Detailed Explanation

Tap terms for definitions

01Background & Problem Definition

You know how a great video can look amazing for a few seconds, but a game needs to stay logical and responsive for minutes? That’s the big difference between pretty clips and living worlds. Before this work, most AI video models were like talented daydreamers: they could paint gorgeous short scenes, but they didn’t really know the rules of the world—like what happens when you turn left, where a car goes when it leaves the frame, or how the same statue should look when you see it again later.

The problem was threefold. First, the right data was scarce. Web videos show what happened, but they don’t tell you which buttons were pressed, which way the camera turned, or why a scene changed. Without action labels and camera information, a model can only guess cause and effect. Second, long-term coherence was shaky. Standard diffusion video models often forget details as time passes, so buildings shift, styles wobble, and objects reappear differently after being out of view. Third, they were slow. Iterative diffusion sampling is costly, so most systems could not respond live to user input; they had to render offline.

People tried to scale data and models to get past this, but that alone didn’t fix interaction or memory. Training on more passive videos improved looks, not logic. Adding a little control helped for a few seconds, but drift and inconsistency returned on longer runs. Some teams built impressive closed systems, but without open models and code, the wider community couldn’t build on them.

What was missing was a whole pipeline that treats videos not as passive movies but as cause-and-effect worlds: a data engine that ties visuals to actions and geometry; a training path that first learns to paint well, then learns long memory and action-following, and finally runs fast enough for live play; and an architecture that respects time’s arrow so the future can’t peek back at the past.

Here’s why everyday life should care. Interactive worlds power games, training robots, helping cars plan, and creating educational content that responds to students. Imagine touring a historic site and being able to turn down any hallway, change to night to see lighting effects, or add rain to learn how weather changes reflections—instantly. Or training a home robot safely in a simulated kitchen where opening a cupboard actually reveals what’s behind it, and it stays the same when you look back minutes later.

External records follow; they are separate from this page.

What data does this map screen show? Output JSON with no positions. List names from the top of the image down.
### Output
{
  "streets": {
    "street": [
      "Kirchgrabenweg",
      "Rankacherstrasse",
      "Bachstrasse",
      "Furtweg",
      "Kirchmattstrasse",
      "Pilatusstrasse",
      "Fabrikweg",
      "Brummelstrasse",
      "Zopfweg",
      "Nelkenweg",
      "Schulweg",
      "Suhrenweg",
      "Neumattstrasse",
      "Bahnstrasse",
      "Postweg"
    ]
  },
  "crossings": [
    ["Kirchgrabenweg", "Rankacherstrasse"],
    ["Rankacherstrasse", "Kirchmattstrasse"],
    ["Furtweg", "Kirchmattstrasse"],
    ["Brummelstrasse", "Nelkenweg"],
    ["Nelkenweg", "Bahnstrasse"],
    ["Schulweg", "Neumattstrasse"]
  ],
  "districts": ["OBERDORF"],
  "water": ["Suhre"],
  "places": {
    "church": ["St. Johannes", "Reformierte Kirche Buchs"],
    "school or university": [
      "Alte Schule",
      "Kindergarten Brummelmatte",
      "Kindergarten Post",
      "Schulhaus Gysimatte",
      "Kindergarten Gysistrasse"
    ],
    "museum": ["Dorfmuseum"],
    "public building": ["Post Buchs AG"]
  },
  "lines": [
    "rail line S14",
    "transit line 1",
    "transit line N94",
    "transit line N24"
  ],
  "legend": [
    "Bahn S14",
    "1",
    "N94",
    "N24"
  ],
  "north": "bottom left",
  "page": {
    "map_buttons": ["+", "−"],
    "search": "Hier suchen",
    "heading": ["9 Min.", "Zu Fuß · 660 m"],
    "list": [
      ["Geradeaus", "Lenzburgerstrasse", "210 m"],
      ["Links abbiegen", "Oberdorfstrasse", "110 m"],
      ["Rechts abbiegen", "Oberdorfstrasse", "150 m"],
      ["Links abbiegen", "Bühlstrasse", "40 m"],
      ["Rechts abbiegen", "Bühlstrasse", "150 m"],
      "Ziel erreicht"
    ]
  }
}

🍞 Hook: Imagine playing a mystery game where clues only matter if they happen before the solution. 🥬 The Concept (Causal Attention): Causal attention is a way for the model to only use information from now and the past when deciding the next frame, never from the future.

How it works:
1. Split the video into time chunks.
2. Inside each chunk, allow short-range two-way checking to keep nearby frames smooth.
3. Across chunks, only look backward in time, never forward.
4. Reuse saved keys and values (KV caching) so the next step is fast.
Why it matters: Without causal attention, the model might “cheat” by using future frames, which breaks live interaction and makes real-time response impossible. 🍞 Anchor: When you press W to walk forward, the model updates the next frames based only on what you’ve seen and done, not on frames it hasn’t generated yet.

🍞 Hook: Think of a game controller that makes your character speed up more on a downhill than flat ground. 🥬 The Concept (Action Control Modulation): Action control modulation lets the model change what it generates based on your inputs (like W, A, S, D and camera turns) so the world reacts correctly.

How it works:
1. Turn inputs into numeric signals (keys become on/off, camera turns become smooth values).
2. Encode them (including camera motions) into special vectors.
3. Gently adjust the model’s internal features (scale and shift) using these vectors.
4. Generate the next frames that match your action.
Why it matters: Without it, a scene would move randomly instead of following your controls. 🍞 Anchor: Press A to strafe left, and the hallway slides appropriately to your right, staying consistent when you look back later.

🍞 Hook: Picture a theme park builder that’s not just pretty but also consistent when you revisit the same rides. 🥬 The Concept (LingBot-World): LingBot-World is an open-source system that learns how worlds change over time and renders them in real time based on your actions and prompts.

How it works:
1. Learn general video skills from huge datasets (textures, motion basics).
2. Train on long, action-labeled sequences to gain memory and controllability.
3. Convert to a fast, causal generator that responds live.
Why it matters: Without all three steps, you’d get short, pretty clips, not interactive, persistent worlds. 🍞 Anchor: You walk through a temple, turn left, look back after a minute, and the same statue is still there in the right place and style.

02Core Idea

The one-sentence aha: Turn a beautiful daydreamer into a rule-following simulator by teaching it with layered, action-aware data, then reshaping it to think forward in time fast.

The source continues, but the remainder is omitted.